■ TASK:
Print exactly those lines that run from the beginning of the data to the line bearing "interface elements, this", inclusive.

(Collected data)
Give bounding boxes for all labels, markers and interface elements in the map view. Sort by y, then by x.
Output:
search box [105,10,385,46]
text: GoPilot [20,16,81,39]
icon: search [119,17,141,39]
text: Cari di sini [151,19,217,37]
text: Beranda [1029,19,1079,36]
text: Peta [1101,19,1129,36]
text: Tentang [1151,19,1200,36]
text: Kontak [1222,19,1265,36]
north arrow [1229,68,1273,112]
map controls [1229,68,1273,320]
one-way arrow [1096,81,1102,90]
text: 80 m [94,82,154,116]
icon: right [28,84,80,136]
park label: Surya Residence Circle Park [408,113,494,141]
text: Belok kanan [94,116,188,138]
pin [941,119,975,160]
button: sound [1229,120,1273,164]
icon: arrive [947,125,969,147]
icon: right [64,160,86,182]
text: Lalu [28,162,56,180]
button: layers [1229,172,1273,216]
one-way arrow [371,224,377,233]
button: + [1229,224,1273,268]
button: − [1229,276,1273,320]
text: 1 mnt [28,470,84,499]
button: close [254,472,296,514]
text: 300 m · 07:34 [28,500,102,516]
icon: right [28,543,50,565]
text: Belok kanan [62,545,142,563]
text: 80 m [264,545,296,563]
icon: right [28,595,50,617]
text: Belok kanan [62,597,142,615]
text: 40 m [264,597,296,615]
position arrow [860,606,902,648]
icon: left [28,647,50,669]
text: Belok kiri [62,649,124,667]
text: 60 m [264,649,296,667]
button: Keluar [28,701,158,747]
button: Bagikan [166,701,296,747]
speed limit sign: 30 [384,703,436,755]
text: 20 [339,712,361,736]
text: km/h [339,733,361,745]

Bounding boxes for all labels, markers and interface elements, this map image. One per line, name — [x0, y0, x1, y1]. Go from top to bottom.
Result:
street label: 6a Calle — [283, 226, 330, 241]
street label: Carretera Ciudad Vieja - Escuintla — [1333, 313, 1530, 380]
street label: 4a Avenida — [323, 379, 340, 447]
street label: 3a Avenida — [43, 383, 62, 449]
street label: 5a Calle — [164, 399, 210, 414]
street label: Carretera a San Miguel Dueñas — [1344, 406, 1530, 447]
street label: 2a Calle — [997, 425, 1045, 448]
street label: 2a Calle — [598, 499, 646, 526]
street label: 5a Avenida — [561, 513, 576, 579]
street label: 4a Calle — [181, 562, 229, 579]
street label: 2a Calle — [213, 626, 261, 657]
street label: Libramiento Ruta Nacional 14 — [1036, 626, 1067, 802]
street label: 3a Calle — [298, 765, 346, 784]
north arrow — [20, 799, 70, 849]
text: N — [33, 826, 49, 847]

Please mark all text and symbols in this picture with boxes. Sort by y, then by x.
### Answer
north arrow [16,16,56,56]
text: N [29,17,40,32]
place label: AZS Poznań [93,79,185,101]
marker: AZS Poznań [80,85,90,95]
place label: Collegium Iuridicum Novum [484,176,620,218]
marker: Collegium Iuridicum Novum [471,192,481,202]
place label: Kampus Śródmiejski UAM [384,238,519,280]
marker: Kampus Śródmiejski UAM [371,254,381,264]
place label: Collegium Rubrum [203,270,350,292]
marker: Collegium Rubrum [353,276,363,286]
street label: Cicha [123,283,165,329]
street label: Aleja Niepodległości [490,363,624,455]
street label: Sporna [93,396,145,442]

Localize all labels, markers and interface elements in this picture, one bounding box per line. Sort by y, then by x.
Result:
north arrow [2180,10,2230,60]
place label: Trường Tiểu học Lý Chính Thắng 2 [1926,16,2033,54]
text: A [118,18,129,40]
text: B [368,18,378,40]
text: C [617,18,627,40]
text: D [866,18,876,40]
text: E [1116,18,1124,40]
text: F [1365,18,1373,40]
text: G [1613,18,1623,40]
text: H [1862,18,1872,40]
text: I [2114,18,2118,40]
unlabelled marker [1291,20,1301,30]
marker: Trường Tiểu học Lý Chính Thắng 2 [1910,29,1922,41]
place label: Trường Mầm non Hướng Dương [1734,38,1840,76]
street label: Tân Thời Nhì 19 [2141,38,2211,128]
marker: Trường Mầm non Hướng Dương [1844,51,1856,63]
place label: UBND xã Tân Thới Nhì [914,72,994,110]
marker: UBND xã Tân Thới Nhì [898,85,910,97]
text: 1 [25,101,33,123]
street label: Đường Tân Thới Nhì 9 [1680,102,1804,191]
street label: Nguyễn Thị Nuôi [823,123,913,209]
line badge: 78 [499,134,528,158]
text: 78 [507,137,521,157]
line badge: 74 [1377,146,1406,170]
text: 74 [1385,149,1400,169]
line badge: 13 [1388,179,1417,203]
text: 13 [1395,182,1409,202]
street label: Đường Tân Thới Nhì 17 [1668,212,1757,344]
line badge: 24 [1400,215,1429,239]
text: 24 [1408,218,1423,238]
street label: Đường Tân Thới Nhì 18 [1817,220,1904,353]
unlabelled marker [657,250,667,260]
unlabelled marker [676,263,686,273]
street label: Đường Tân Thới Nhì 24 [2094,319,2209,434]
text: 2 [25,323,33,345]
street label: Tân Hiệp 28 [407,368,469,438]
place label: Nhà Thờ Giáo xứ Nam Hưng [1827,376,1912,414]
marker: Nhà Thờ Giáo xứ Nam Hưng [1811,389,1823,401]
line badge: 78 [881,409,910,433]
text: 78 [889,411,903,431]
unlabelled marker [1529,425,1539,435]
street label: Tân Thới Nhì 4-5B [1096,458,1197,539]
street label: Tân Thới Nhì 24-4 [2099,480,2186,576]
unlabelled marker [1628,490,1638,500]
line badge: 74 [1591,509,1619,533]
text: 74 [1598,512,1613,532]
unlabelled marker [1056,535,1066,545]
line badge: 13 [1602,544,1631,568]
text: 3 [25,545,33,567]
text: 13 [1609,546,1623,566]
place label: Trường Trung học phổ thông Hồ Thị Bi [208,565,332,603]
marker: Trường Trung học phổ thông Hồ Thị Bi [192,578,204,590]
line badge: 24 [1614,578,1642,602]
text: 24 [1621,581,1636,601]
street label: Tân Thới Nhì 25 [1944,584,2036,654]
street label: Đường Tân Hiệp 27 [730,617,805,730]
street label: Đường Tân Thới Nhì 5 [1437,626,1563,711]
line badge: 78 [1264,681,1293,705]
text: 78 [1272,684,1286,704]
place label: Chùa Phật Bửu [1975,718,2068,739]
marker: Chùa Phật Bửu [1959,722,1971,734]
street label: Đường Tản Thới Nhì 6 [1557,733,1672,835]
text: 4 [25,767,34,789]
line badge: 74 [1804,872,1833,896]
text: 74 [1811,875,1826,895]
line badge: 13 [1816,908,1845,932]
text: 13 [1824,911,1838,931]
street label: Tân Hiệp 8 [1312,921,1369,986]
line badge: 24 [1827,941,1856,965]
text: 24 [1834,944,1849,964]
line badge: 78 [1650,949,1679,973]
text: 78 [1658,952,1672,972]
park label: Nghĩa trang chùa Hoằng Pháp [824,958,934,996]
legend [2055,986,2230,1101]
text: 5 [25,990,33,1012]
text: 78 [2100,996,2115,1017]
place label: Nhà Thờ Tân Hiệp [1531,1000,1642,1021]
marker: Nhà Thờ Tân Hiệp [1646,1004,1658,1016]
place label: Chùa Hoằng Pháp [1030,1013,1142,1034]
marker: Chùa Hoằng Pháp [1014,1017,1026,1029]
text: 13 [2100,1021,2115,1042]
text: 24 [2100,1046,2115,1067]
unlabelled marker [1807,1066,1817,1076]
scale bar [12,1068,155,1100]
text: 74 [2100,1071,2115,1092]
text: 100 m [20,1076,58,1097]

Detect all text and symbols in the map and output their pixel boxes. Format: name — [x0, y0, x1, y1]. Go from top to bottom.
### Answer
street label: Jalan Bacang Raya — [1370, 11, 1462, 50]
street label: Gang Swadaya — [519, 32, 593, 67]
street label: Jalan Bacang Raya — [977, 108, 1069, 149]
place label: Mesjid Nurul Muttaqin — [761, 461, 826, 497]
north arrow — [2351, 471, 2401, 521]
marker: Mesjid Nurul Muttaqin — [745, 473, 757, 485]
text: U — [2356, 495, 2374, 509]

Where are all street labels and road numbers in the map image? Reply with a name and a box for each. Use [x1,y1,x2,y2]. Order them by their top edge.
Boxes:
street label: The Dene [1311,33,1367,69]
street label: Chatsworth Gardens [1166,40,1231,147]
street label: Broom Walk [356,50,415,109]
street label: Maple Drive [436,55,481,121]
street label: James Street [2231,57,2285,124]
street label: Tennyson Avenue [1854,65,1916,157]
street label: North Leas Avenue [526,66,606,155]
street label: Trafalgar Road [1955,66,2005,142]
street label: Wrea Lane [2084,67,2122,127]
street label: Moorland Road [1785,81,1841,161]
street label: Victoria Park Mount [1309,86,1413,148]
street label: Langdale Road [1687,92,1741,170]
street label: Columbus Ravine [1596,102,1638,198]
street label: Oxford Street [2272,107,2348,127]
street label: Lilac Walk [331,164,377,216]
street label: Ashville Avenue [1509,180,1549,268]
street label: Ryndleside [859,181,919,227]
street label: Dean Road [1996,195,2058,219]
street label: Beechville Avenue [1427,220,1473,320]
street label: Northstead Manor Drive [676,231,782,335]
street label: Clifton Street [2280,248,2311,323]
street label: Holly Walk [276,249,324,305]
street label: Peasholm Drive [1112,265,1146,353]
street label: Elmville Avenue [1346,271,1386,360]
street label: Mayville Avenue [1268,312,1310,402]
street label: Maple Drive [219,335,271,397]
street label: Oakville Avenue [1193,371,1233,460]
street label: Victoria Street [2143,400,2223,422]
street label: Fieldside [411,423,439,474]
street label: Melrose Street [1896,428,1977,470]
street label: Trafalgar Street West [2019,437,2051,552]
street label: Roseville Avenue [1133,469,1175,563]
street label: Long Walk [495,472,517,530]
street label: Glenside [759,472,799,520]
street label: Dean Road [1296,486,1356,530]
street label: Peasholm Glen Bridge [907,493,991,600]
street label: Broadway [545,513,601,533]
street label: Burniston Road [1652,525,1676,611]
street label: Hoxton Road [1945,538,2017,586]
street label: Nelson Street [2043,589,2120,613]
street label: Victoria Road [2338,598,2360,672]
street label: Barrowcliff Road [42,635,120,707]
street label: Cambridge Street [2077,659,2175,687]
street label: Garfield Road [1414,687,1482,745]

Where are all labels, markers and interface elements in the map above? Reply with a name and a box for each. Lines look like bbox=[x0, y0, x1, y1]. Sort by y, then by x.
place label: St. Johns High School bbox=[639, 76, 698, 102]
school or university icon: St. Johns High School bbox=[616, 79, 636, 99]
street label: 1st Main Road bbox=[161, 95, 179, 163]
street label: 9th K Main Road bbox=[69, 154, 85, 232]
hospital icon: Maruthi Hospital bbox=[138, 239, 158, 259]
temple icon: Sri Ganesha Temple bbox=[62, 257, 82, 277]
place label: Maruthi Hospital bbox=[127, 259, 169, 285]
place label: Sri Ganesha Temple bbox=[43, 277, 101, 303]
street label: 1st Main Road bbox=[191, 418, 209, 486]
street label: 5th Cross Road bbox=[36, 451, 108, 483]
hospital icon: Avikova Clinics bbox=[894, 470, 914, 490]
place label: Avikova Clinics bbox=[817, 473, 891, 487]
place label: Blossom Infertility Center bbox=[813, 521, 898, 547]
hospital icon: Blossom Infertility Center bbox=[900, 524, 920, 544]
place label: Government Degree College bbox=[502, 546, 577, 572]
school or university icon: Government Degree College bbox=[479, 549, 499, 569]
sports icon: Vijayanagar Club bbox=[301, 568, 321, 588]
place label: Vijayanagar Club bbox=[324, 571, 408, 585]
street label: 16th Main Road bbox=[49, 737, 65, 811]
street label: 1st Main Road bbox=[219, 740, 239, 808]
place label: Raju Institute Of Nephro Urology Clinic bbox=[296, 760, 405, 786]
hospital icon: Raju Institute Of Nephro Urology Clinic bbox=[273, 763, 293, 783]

■ RESULT FOR THIS TASK:
Give bounding boxes for all labels, markers and interface elements in the map view. Sort by y, then by x.
Output:
search box [105,10,385,46]
text: GoPilot [20,16,81,39]
icon: search [119,17,141,39]
text: Cari di sini [151,19,217,37]
text: Beranda [1029,19,1079,36]
text: Peta [1101,19,1129,36]
text: Tentang [1151,19,1200,36]
text: Kontak [1222,19,1265,36]
north arrow [1229,68,1273,112]
map controls [1229,68,1273,320]
one-way arrow [1096,81,1102,90]
text: 80 m [94,82,154,116]
icon: right [28,84,80,136]
park label: Surya Residence Circle Park [408,113,494,141]
text: Belok kanan [94,116,188,138]
pin [941,119,975,160]
button: sound [1229,120,1273,164]
icon: arrive [947,125,969,147]
icon: right [64,160,86,182]
text: Lalu [28,162,56,180]
button: layers [1229,172,1273,216]
one-way arrow [371,224,377,233]
button: + [1229,224,1273,268]
button: − [1229,276,1273,320]
text: 1 mnt [28,470,84,499]
button: close [254,472,296,514]
text: 300 m · 07:34 [28,500,102,516]
icon: right [28,543,50,565]
text: Belok kanan [62,545,142,563]
text: 80 m [264,545,296,563]
icon: right [28,595,50,617]
text: Belok kanan [62,597,142,615]
text: 40 m [264,597,296,615]
position arrow [860,606,902,648]
icon: left [28,647,50,669]
text: Belok kiri [62,649,124,667]
text: 60 m [264,649,296,667]
button: Keluar [28,701,158,747]
button: Bagikan [166,701,296,747]
speed limit sign: 30 [384,703,436,755]
text: 20 [339,712,361,736]
text: km/h [339,733,361,745]

Bounding boxes for all labels, markers and interface elements, this map image. One per line, name — [x0, y0, x1, y1]. Go from top to bottom.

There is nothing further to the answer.